The narrative is produced by New Scientist, a publication historically aligned with techno-optimist framings that privilege Western scientific institutions and venture capital interests. The framing serves the agenda of Cortical Labs and its investors by legitimizing the extraction and commercialization of human neural tissue, while obscuring the labor of underpaid researchers and the ethical dilemmas of treating brain cells as proprietary assets. This aligns with broader patterns of 'neoliberal technosolutionism,' where complex biological systems are reduced to marketable commodities.

📐 Analysis Dimensions

Eight knowledge lenses applied to this story by the Cogniosynthetic Corrective Engine.

🔍 What's Missing

The original framing omits the colonial histories of brain research, particularly the exploitation of marginalized populations in neuroscience; the lack of informed consent frameworks for using human neural tissue; the environmental costs of data center infrastructure; and the erasure of indigenous and non-Western perspectives on the sacredness of human cognition. It also ignores the precarious labor conditions of the workers handling these materials and the long-term risks of biohybrid AI systems.

An ACST audit of what the original framing omits. Eligible for cross-reference under the ACST vocabulary.

🛠️ Solution Pathways

  1. 01

    Establish Global Bioethics Frameworks for Neural Tissue

    Create legally binding treaties under the WHO to classify human neural tissue as a protected entity, requiring informed consent, traceability, and compensation for donors. These frameworks should be co-designed with Indigenous leaders, disability rights activists, and Global South representatives to avoid repeating colonial-era abuses. Include provisions for the ethical sourcing of neurons, akin to the Nagoya Protocol for genetic resources.

  2. 02

    Decentralize Neurotechnology Governance

    Shift oversight from corporate-controlled ethics boards to independent, multi-stakeholder bodies that include marginalized communities, bioethicists, and spiritual leaders.

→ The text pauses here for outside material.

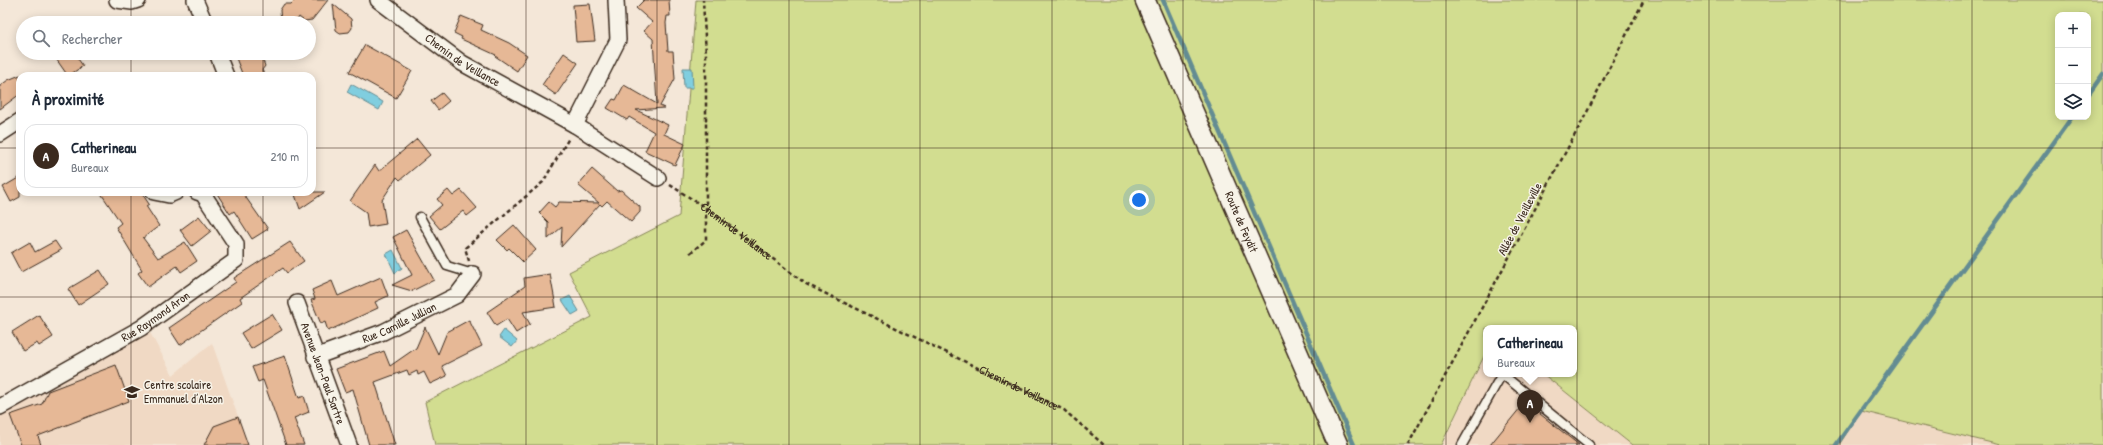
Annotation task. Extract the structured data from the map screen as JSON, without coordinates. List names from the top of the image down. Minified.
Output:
{"streets":{"street":["Chemin de Veillance","Route de Feydit","Rue Raymond Aron","Rue Camille Jullian","Avenue Jean-Paul Sartre"],"path":["Allée de Vieilleville"]},"crossings":[["Rue Camille Jullian","Avenue Jean-Paul Sartre"]],"places":{"school or university":["Centre scolaire Emmanuel d’Alzon"]},"page":{"map_buttons":["+","−"],"search":"Rechercher","heading":"À proximité","list":[{"mark":"A","name":"Catherineau","note":"Bureaux","value":"210 m"}],"popup":["Catherineau","Bureaux"],"pins":"A"}}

Implement participatory technology assessment models, such as citizen juries, to evaluate the societal impacts of biohybrid AI before commercialization. This mirrors the precautionary principle applied in environmental law.

  3. 03

    Invest in Non-Extractive AI Alternatives

    Redirect funding toward neuromorphic computing using synthetic materials, which can achieve similar efficiency without ethical violations. Support research into 'green AI' that minimizes energy and resource use, addressing both environmental and ethical concerns. Public institutions should prioritize these alternatives over biohybrid systems until robust safeguards are in place.

  4. 04

    Center Indigenous and Local Knowledge in Tech Development

    Mandate collaboration with Indigenous communities in all neurotechnology projects, ensuring their knowledge systems inform design and ethics. Establish Indigenous-led biobanks for neural tissue, where consent is tied to cultural protocols rather than Western legal frameworks. This approach aligns with the UN Declaration on the Rights of Indigenous Peoples and decolonial science practices.

🧬 Integrated Synthesis

The Cortical Labs project exemplifies the convergence of neoliberal technosolutionism and colonial extractivism, where the commodification of human neural tissue is framed as innovation while its ethical and ecological debts are deferred. Historically, this mirrors the exploitation of marginalized bodies in neuroscience, from the Tuskegee experiments to the industrialization of agriculture, where life is reduced to inputs for profit. Cross-culturally, the technology clashes with Indigenous epistemologies that view the brain as sacred and interconnected, not a modular component for AI. Scientifically, the project's premature scaling ignores the instability of biological systems and the lack of consent frameworks, risking a new era of bio-colonialism. Without systemic intervention—through global bioethics treaties, decentralized governance, and investment in non-extractive alternatives—this technology will deepen power asymmetries, exploit marginalized labor, and normalize the treatment of sentient matter as disposable infrastructure. The solution lies not in prohibiting innovation but in redefining progress through collective, decolonial, and ecologically accountable frameworks.